Lee's "Roman encampment" was "Caesar’s Camp at Pancras called the Brill", identified by the antiquary William Stukeley in the 1750s.[20][21] However, even Stukeley's contemporaries could see no trace of this camp, and considered that Stukeley had let his imagination run away with him.[22] Gillian Tindall has suggested that the lumps and bumps in the fields to the west of the church that Stukeley interpreted as a Roman camp were actually traces of the original medieval village of St. Pancras, before the centre of the settlement moved north to the area now known as Kentish Town.[23]

Lee's use of the word compitum, properly a Roman temple or shrine situated at a crossroads, indicates his indebtedness to the work of Montagu Sharpe (1856–1942), a Middlesex magistrate, former chairman of the Middlesex County Council and amateur historian and archaeologist.[24] Sharpe had proposed, in a book first published in 1919, that the area of the county of Middlesex had in Roman times been subject to the form of land division known as centuriation, marked out by roads in a regular grid pattern covering the whole county.[25] Sharpe noted, when plotting his gridlines, that a number of ancient parish churches appeared to be on or close to intersections, or at least on road alignments. He concluded that these churches must therefore stand on the sites of pagan compita, and represent the deliberate conversion of pagan temples to Christian use by early missionaries to the Middle Saxons in the 7th century. And St Pancras Old Church is one of those marked on Sharpe's map.

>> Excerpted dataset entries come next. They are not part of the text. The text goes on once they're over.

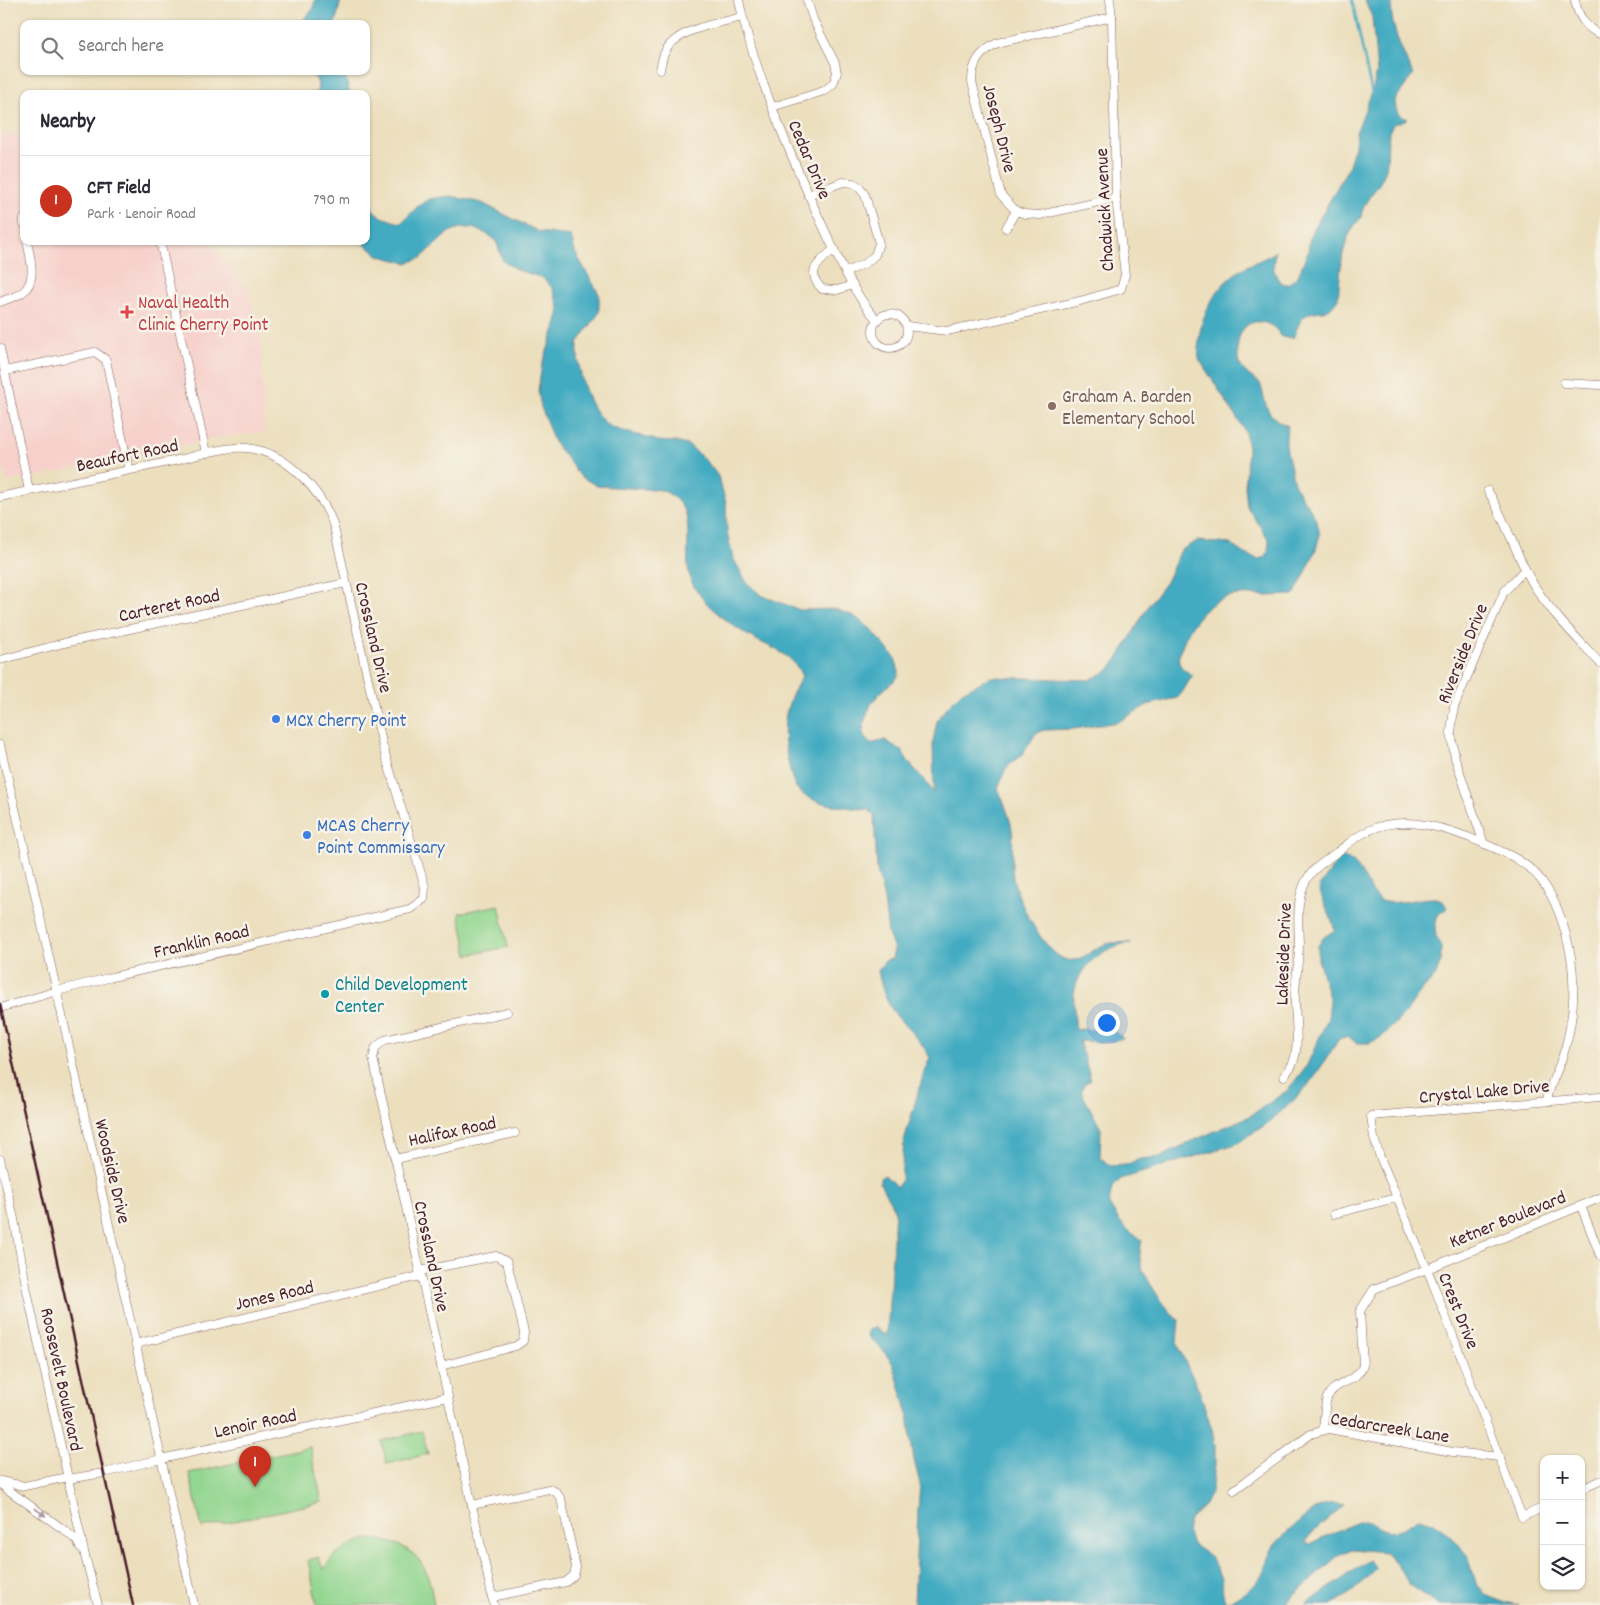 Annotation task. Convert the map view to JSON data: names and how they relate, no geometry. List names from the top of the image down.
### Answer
{
  "streets": {
    "street": [
      "Joseph Drive",
      "Cedar Drive",
      "Chadwick Avenue",
      "Beaufort Road",
      "Carteret Road",
      "Crossland Drive",
      "Riverside Drive",
      "Franklin Road",
      "Lakeside Drive",
      "Crystal Lake Drive",
      "Halifax Road",
      "Woodside Drive",
      "Ketner Boulevard",
      "Jones Road",
      "Crest Drive",
      "Roosevelt Boulevard",
      "Lenoir Road",
      "Cedarcreek Lane"
    ]
  },
  "crossings": [
    ["Joseph Drive", "Chadwick Avenue"],
    ["Cedar Drive", "Chadwick Avenue"],
    ["Beaufort Road", "Crossland Drive"],
    ["Carteret Road", "Crossland Drive"],
    ["Crossland Drive", "Franklin Road"],
    ["Crossland Drive", "Halifax Road"],
    ["Crossland Drive", "Jones Road"],
    ["Crossland Drive", "Lenoir Road"],
    ["Riverside Drive", "Lakeside Drive"],
    ["Franklin Road", "Woodside Drive"],
    ["Lakeside Drive", "Crystal Lake Drive"],
    ["Crystal Lake Drive", "Crest Drive"],
    ["Woodside Drive", "Jones Road"],
    ["Woodside Drive", "Lenoir Road"],
    ["Ketner Boulevard", "Crest Drive"],
    ["Ketner Boulevard", "Cedarcreek Lane"],
    ["Crest Drive", "Cedarcreek Lane"],
    ["Roosevelt Boulevard", "Lenoir Road"]
  ],
  "places": {
    "health": ["Naval Health Clinic Cherry Point"],
    "other": [
      "Graham A. Barden Elementary School",
      "MCX Cherry Point",
      "MCAS Cherry Point Commissary",
      "Child Development Center"
    ]
  },
  "page": {
    "search": "Search here",
    "heading": "Nearby",
    "list": [
      {
        "mark": "1",
        "name": "CFT Field",
        "note": "Park · Lenoir Road",
        "value": "790 m"
      }
    ],
    "pins": "1",
    "map_buttons": ["+", "−"]
  }
} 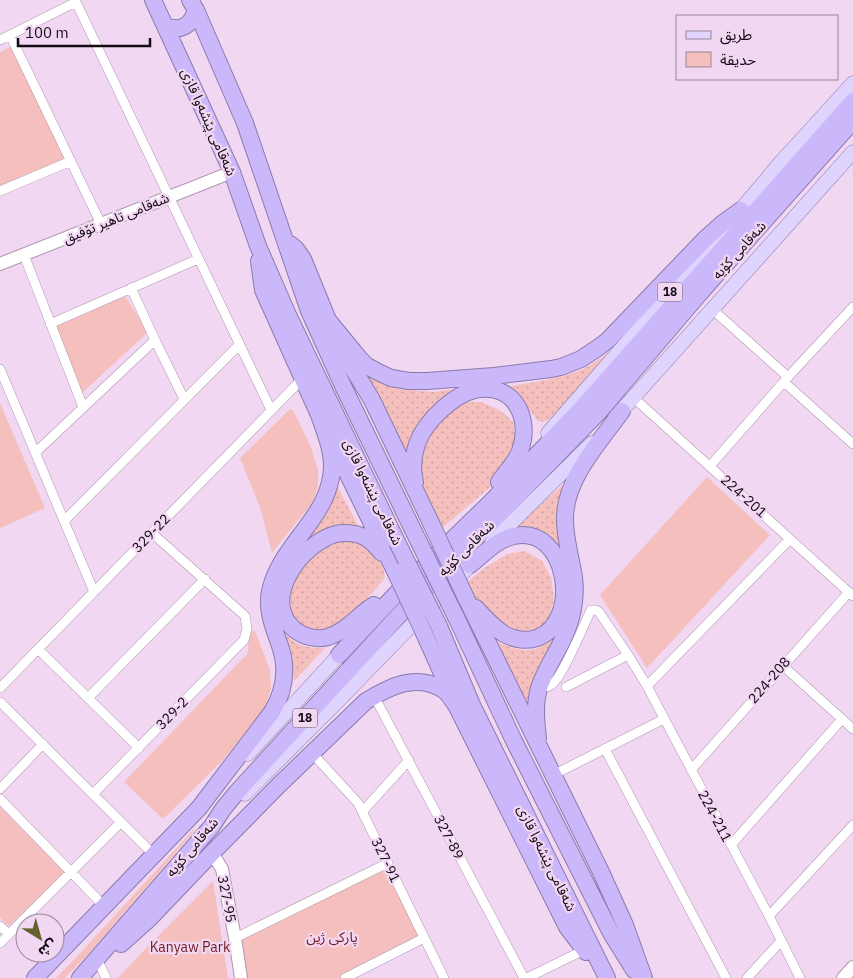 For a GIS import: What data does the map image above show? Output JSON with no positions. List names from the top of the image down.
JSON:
{
  "streets": {
    "highway": ["شەقامی پێشەوا قازی", "شەقامی کۆیە", "18"],
    "street": [
      "شەقامی تاهیر تۆفیق",
      "224-201",
      "329-22",
      "224-208",
      "329-2",
      "224-211",
      "327-89",
      "327-91",
      "327-95"
    ]
  },
  "crossings": [
    ["شەقامی پێشەوا قازی", "شەقامی تاهیر تۆفیق"],
    ["شەقامی کۆیە", "224-201"],
    ["224-201", "224-208"],
    ["224-208", "224-211"]
  ],
  "parks": ["پارکی ژین", "Kanyaw Park"],
  "legend": ["طريق", "حديقة"],
  "scale_bar": "100 m",
  "north": "bottom right"
}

The above makes it clear that there is no reliable evidence for an early date for St Pancras, and that the claims are all based on unsupported speculation, with no archaeological or documentary evidence to back the speculation up.

Internal monuments

The church contains the grave of Samuel Cooper (or Cowper) the miniaturist against its east wall.

Churchyard

Tomb of John Soane

The churchyard, which is the largest green space in the locality, is managed by the London Borough of Camden. It has some fine mature trees, and was restored in the first few years of the 21st century.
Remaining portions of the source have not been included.